LISTED ENTRIES Block Start
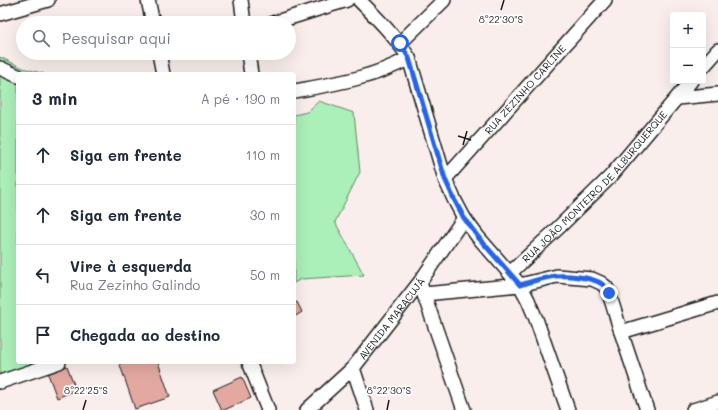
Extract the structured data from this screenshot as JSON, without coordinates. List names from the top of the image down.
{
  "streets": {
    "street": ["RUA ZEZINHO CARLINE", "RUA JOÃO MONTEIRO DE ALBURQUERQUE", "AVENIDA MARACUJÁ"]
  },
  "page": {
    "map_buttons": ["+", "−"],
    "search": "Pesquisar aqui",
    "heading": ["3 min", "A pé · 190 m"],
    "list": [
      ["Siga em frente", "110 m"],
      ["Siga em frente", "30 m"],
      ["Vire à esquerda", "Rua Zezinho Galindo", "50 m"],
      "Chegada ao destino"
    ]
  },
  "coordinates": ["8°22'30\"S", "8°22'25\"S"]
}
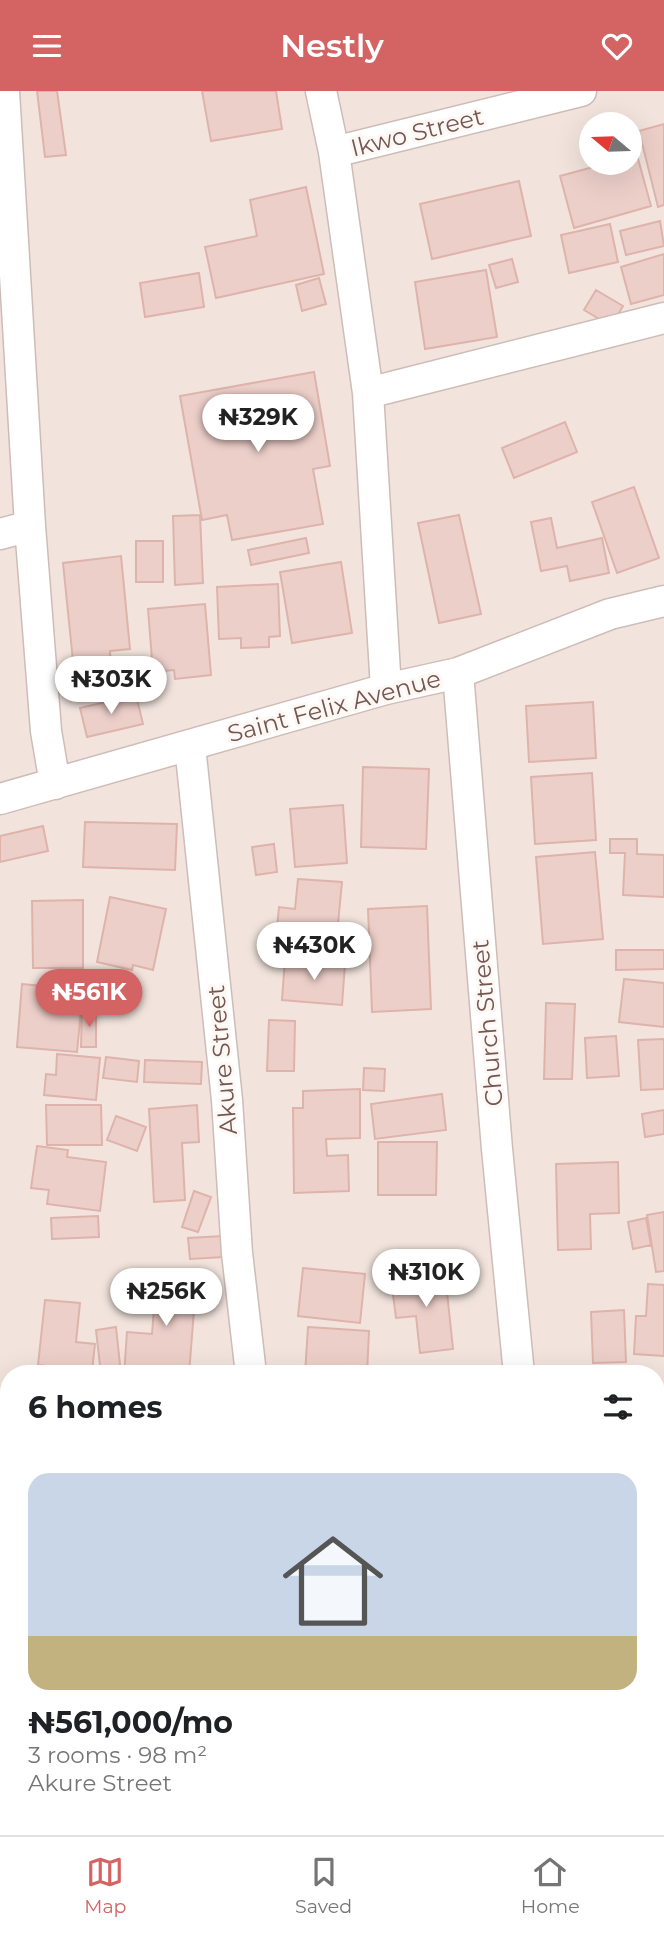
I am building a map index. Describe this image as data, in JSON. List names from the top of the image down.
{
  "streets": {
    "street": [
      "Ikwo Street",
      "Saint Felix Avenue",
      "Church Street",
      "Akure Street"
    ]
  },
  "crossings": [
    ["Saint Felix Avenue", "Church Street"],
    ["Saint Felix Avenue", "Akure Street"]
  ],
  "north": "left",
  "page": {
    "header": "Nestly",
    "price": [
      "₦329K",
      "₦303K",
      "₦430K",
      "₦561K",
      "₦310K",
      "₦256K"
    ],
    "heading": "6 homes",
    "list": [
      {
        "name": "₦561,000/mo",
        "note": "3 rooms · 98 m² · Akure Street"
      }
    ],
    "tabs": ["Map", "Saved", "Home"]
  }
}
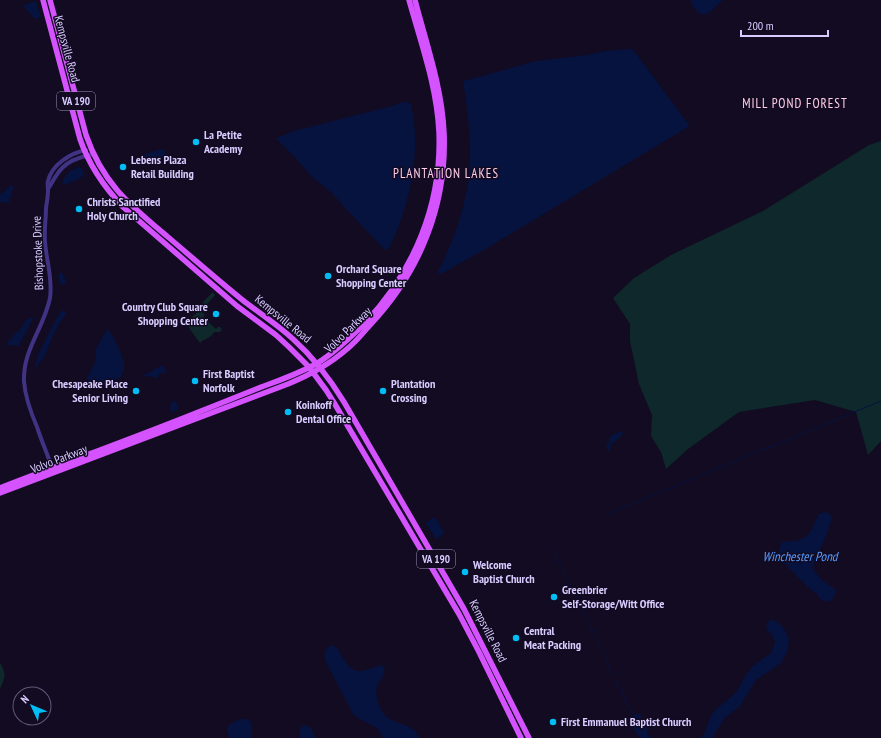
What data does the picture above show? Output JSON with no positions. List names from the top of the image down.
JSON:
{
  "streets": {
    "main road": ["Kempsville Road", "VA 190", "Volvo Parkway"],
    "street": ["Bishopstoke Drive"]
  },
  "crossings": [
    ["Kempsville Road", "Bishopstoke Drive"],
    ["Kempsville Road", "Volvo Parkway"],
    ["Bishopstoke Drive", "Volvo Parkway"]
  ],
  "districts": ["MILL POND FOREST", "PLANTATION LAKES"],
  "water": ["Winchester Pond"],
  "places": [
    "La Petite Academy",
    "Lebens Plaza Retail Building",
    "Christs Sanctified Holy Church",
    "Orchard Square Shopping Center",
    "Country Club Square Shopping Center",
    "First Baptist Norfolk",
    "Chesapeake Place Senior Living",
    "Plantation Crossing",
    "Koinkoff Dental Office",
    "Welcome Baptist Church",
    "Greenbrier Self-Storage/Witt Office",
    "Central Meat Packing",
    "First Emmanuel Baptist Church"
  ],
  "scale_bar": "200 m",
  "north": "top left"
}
LISTED ENTRIES Block End
→ WHAT YOU NEED TO DO
Copy out every line of the data where the word "Volvo" occurs.

→ OUTPUT BELOW
    "main road": ["Kempsville Road", "VA 190", "Volvo Parkway"],
    ["Kempsville Road", "Volvo Parkway"],
    ["Bishopstoke Drive", "Volvo Parkway"]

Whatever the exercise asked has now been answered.